**Input records:**
=-=-=

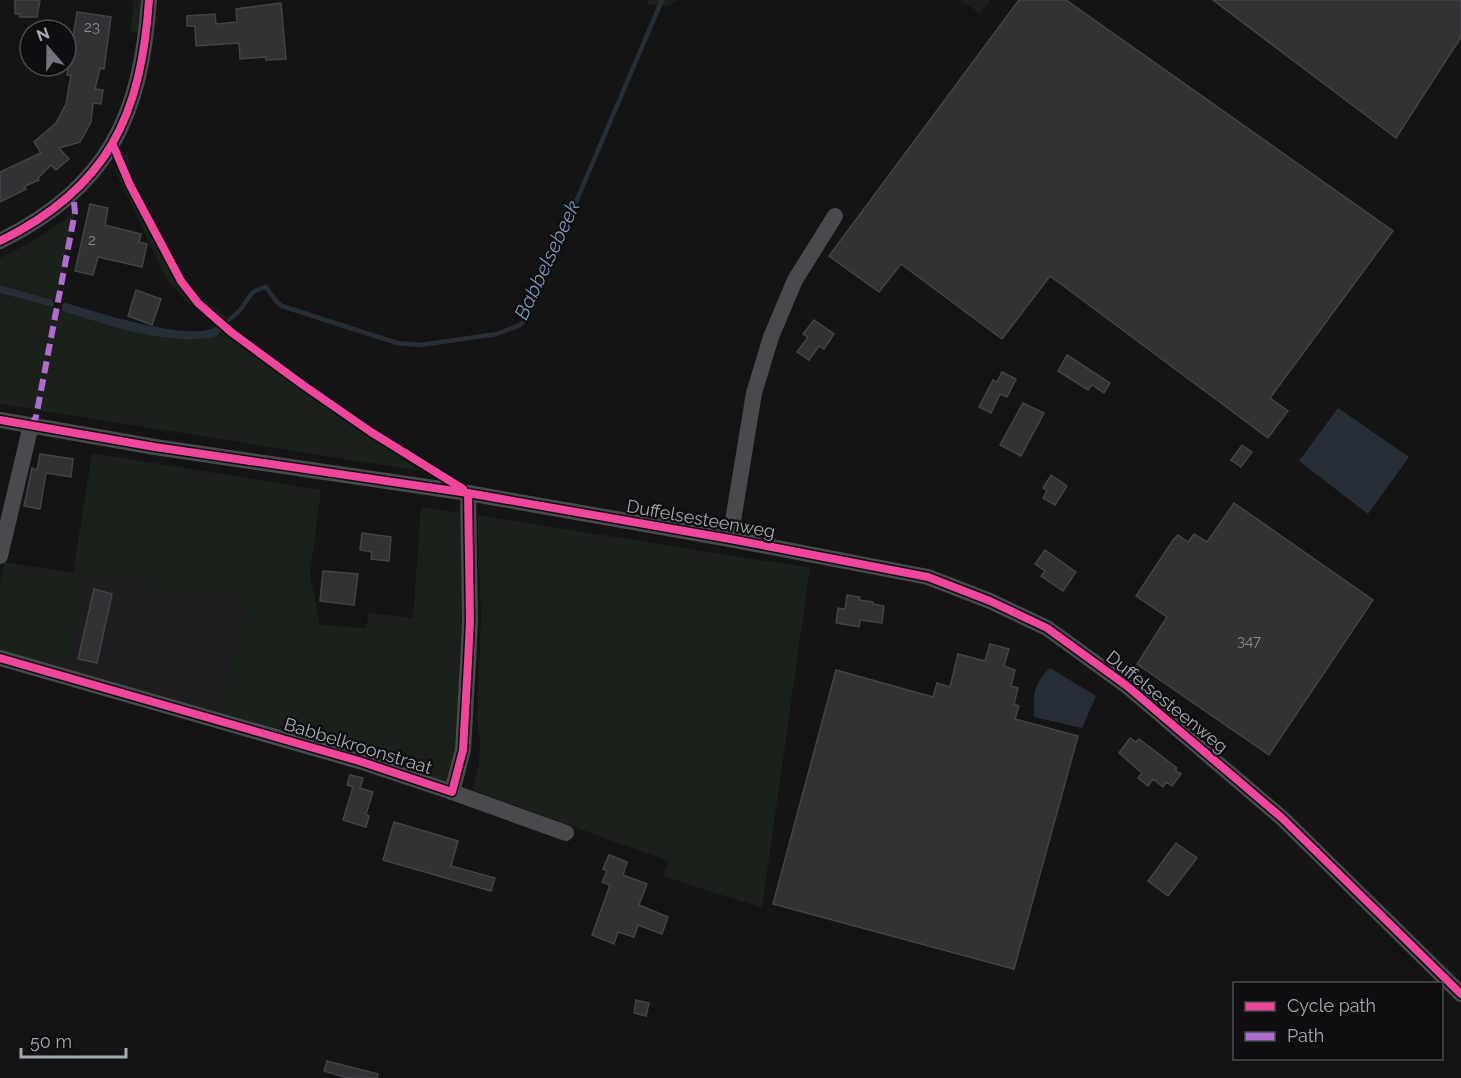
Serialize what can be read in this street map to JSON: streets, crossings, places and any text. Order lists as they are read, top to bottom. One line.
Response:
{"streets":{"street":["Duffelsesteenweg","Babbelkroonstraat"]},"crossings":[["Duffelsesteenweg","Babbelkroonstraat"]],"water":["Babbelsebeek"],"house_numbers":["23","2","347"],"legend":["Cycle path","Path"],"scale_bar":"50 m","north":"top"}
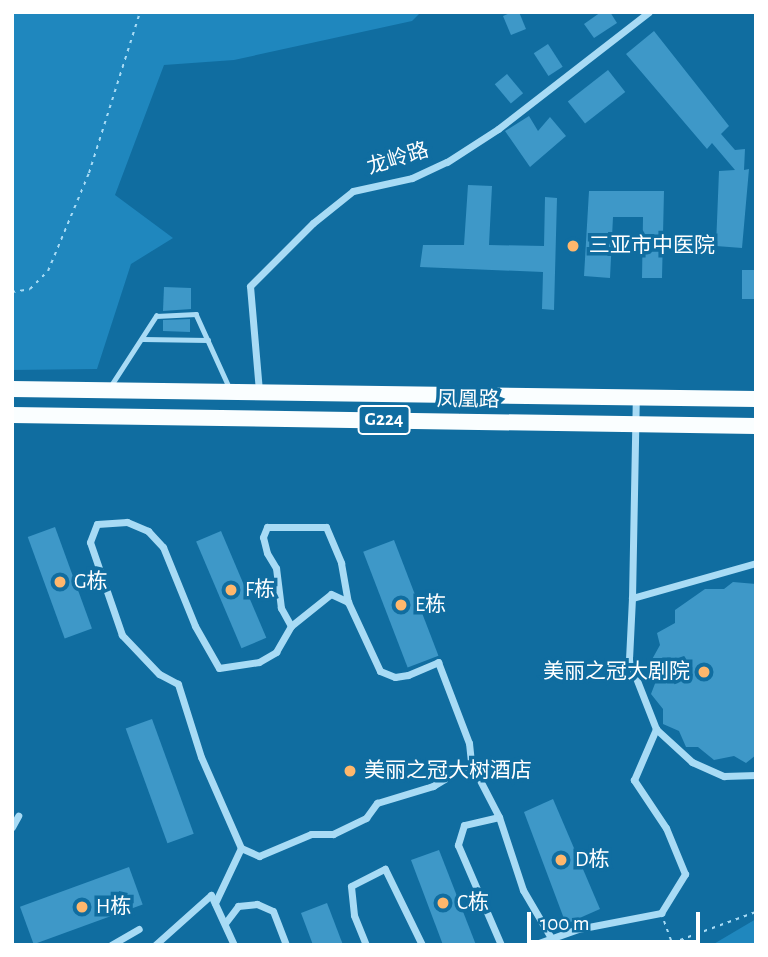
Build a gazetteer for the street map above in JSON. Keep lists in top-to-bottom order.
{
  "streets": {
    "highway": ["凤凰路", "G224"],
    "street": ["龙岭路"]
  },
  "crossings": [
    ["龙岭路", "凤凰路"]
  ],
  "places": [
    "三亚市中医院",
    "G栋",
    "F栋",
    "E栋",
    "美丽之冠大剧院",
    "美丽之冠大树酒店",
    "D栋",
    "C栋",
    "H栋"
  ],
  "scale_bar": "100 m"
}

=-=-=

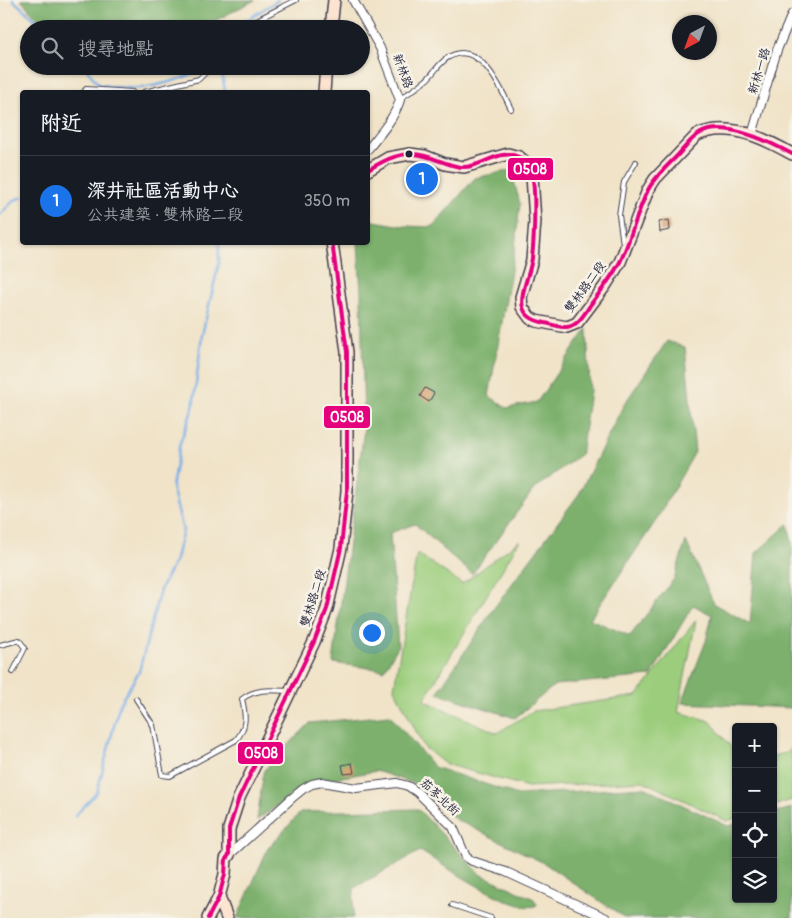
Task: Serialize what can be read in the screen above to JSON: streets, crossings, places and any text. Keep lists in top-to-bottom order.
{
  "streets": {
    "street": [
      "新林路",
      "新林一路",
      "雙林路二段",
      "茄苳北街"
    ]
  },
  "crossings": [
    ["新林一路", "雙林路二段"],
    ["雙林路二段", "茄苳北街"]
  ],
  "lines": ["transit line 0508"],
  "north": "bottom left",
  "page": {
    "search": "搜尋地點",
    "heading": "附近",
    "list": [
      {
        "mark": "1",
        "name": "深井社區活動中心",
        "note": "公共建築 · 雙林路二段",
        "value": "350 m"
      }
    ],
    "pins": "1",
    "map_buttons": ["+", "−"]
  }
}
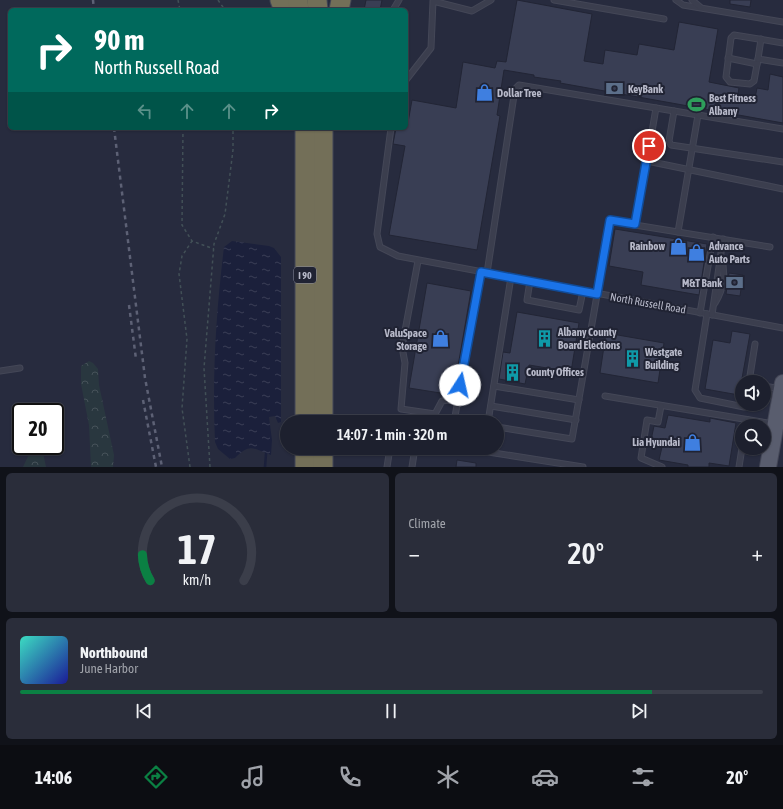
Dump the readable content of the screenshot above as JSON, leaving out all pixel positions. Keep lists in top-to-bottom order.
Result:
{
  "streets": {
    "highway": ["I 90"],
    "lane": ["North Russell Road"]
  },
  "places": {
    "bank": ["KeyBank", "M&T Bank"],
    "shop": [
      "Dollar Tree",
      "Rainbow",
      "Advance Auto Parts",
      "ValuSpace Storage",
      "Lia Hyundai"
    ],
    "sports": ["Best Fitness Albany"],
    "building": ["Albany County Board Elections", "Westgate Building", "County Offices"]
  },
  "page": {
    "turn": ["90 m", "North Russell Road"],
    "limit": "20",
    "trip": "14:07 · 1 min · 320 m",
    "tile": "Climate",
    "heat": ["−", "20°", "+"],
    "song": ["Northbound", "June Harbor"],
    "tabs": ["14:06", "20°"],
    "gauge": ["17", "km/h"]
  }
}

=-=-=

**Assignment:** Working from the data above, repeat exactly, and only, the lines that begin at the line containing "Task: Serialize what" and stop after the line containing "Dump the readable"; pictures are not copied.

**Result:**
Task: Serialize what can be read in the screen above to JSON: streets, crossings, places and any text. Keep lists in top-to-bottom order.
{
  "streets": {
    "street": [
      "新林路",
      "新林一路",
      "雙林路二段",
      "茄苳北街"
    ]
  },
  "crossings": [
    ["新林一路", "雙林路二段"],
    ["雙林路二段", "茄苳北街"]
  ],
  "lines": ["transit line 0508"],
  "north": "bottom left",
  "page": {
    "search": "搜尋地點",
    "heading": "附近",
    "list": [
      {
        "mark": "1",
        "name": "深井社區活動中心",
        "note": "公共建築 · 雙林路二段",
        "value": "350 m"
      }
    ],
    "pins": "1",
    "map_buttons": ["+", "−"]
  }
}
Dump the readable content of the screenshot above as JSON, leaving out all pixel positions. Keep lists in top-to-bottom order.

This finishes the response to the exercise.